## Exercise instructions
All that is needed is an exact copy of the lines from the beginning of the data below through the line containing "Find all labels, symbols", minus the pictures.

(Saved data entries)

■ ■ ■

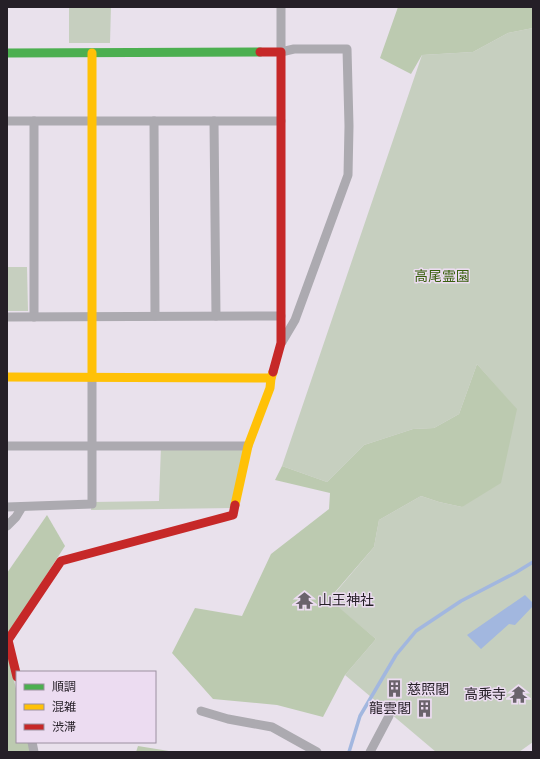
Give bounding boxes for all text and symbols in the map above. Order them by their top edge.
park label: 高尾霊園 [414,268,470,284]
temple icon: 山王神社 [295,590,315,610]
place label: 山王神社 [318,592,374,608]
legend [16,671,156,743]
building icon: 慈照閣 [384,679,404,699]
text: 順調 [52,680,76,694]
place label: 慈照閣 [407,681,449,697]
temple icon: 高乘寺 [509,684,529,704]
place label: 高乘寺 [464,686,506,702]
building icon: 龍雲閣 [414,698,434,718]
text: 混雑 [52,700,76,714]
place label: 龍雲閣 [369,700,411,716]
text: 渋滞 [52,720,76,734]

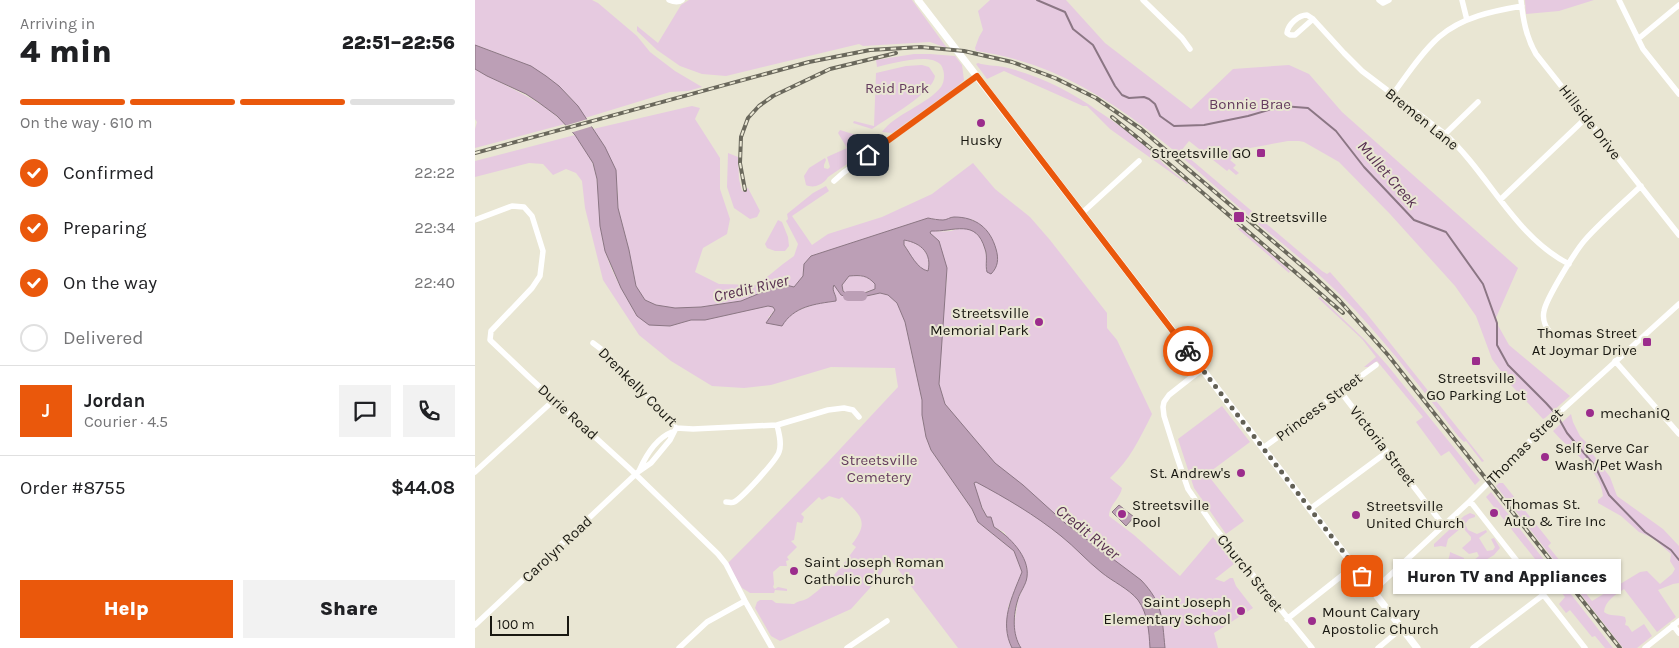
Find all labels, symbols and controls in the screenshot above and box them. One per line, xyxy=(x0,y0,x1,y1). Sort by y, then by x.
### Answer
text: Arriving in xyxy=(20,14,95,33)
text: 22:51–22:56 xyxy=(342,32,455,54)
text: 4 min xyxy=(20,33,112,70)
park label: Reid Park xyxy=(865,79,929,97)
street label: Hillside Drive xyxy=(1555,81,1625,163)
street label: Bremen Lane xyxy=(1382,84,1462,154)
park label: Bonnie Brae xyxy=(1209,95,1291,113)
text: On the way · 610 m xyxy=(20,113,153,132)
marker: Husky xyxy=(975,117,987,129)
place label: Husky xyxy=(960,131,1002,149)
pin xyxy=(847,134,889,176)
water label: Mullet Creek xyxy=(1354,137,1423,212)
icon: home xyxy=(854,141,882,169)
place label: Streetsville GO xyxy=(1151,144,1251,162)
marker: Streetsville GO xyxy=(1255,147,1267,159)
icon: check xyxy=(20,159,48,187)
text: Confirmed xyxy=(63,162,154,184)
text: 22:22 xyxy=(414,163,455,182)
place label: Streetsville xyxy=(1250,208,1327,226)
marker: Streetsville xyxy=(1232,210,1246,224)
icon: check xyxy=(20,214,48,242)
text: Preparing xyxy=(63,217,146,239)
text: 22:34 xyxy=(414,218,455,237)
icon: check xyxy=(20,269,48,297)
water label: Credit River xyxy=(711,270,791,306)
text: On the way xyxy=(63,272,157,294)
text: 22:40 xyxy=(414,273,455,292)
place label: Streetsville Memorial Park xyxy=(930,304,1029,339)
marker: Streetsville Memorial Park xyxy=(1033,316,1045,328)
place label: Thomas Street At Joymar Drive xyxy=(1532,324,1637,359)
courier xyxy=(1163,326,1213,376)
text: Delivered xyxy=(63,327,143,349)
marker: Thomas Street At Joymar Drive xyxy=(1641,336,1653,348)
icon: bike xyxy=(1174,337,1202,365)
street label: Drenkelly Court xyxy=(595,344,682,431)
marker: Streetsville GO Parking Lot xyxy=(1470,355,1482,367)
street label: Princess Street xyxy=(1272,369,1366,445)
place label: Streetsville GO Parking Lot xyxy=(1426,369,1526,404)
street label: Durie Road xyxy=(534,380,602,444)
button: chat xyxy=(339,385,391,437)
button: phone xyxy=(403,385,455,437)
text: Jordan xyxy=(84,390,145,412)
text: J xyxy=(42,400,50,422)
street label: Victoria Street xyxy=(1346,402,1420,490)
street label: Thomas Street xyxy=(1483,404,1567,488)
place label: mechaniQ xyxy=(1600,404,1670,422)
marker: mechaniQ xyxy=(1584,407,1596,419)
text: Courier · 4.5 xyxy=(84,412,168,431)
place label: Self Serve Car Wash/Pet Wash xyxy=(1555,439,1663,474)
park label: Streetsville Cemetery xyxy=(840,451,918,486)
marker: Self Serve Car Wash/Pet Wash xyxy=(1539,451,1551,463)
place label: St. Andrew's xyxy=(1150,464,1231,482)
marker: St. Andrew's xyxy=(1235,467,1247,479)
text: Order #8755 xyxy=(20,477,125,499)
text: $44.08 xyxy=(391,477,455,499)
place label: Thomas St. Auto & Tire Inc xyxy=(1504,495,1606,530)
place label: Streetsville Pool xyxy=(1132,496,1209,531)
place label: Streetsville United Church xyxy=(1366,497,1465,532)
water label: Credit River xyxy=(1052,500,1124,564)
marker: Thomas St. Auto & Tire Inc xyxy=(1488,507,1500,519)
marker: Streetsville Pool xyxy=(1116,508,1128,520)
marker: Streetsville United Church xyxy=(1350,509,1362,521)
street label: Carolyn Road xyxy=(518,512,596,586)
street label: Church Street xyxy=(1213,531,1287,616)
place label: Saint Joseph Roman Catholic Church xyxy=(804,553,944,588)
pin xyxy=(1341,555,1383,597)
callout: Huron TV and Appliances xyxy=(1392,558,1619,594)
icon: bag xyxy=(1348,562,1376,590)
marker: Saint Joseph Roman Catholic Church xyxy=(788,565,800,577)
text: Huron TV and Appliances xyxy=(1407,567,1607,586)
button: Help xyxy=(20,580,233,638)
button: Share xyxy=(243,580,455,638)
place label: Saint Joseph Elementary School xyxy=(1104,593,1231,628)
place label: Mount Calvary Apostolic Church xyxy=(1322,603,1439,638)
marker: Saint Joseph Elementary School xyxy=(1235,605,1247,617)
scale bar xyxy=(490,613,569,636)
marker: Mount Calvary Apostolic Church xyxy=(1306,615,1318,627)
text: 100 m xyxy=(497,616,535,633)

■ ■ ■

## Reply
Give bounding boxes for all text and symbols in the map above. Order them by their top edge.
park label: 高尾霊園 [414,268,470,284]
temple icon: 山王神社 [295,590,315,610]
place label: 山王神社 [318,592,374,608]
legend [16,671,156,743]
building icon: 慈照閣 [384,679,404,699]
text: 順調 [52,680,76,694]
place label: 慈照閣 [407,681,449,697]
temple icon: 高乘寺 [509,684,529,704]
place label: 高乘寺 [464,686,506,702]
building icon: 龍雲閣 [414,698,434,718]
text: 混雑 [52,700,76,714]
place label: 龍雲閣 [369,700,411,716]
text: 渋滞 [52,720,76,734]

Find all labels, symbols and controls in the screenshot above and box them. One per line, xyxy=(x0,y0,x1,y1). Sort by y, then by x.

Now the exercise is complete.